Note line 9. It prevents sum from becoming huge. Now, we are getting more reasonable performance figures. In particular, for single-precision values, i.e., floats,
the Intel compiler produces a code that is only 10x faster compared to code produced by the GNU compiler. It is a large difference, but it is probably due to using SIMD
extensions for Intel.

How fast are our math libraries?

The GNU C++ compiler produces efficient code for multiple platforms. The Intel compiler is specialized for Intel processors and produces even more efficient, but Intel-specific code. Yet, as some of us know, one does not get more than 10-20% improvement in most cases by switching from the GNU C++ compiler to the Intel compiler.
(The Intel compiler is free for non-commercial uses.)

There is at least one exception: programs that rely
heavily on a math library. It is not surprising that users of the Intel math library often enjoy almost a two-fold speedup over the GNU C++ library when they explicitly employ highly vectorized, linear algebra, and statistical functions. What is really amazing is that ordinary mathematical functions such as exp, cos, and sin can be computed 5-10 times faster by the Intel math library, apparently, without sacrificing accuracy.
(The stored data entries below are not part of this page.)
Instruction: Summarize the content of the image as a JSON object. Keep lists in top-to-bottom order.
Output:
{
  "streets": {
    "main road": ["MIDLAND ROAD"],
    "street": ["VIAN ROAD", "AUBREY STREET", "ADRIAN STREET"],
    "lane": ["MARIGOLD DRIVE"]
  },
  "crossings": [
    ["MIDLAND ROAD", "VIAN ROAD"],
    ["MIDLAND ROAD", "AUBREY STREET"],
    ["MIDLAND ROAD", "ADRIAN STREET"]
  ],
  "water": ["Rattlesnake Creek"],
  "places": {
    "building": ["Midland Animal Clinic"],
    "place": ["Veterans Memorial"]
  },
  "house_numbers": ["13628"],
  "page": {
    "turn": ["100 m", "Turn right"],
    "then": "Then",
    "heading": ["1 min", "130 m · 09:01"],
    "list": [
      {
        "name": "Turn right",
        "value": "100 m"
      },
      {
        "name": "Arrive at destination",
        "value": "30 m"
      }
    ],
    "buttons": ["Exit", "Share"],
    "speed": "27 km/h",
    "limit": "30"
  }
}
Intel claims a 1-2 order-magnitude speedup for all standard math functions. To confirm this, I wrote simple benchmarks. They run on a modern Core i7 (3.4 GHz) processor in a single thread. The code (available from GitHub) generates random numbers that are used as arguments for various math functions. The intent of this is to represent plausible argument values. Intel also reports performance results for “working” argument intervals and admits that it can be quite expensive to compute functions (e.g., trigonometric) accurately for large argument values.

For single-precision numbers (i.e., floats), the GNU library is capable of computing only 30-100 million mathematical functions per second, while the Intel math library completes 400-1500 million of operations per second. For instance, it can do 600 million exponentiations or 400 million computations of the sine function (with single-precision arguments). This is slower than Intel claims, but still an order of magnitude faster than the GNU library.

Are there any accuracy tradeoffs? The Intel library can work in the high accuracy mode, in which, as Intel claims, the functions should have an error of at most 1 ULP (unit in the last place). Roughly speaking, the computed value may diverge from the exact one only in the last digit of mantissa. For the GNU math library, the errors are known to be as high as 2 ULP (e.g., for the cosine function with a double-precision argument). In the lowest accuracy mode, additional order-of-magnitude speedups are possible. It appears that the Intel math library should be superior to the GNU library in all respects. Note, however, that I did not verify Intel accuracy claims and I appreciate any links in regard to this topic. In my experiments, to ensure that the library works in the high-accuracy mode, I make a special call:

  1. vmlSetMode(VML_HA);

I came across the problem of math-library efficiency, because I needed to perform many exponentiations to integer powers. There is a well-known approach called exponentiation by squaring and I hoped that the GNU math library implemented it efficiently. For example, to raise x to the power of 5, you first compute the square of x using one multiplication, and another multiplication to compute x4 (by squaring x2). Finally, you can multiply x4 by x and return the result. The total number of multiplications is three. Note that the naive algorithm would need four multiplications.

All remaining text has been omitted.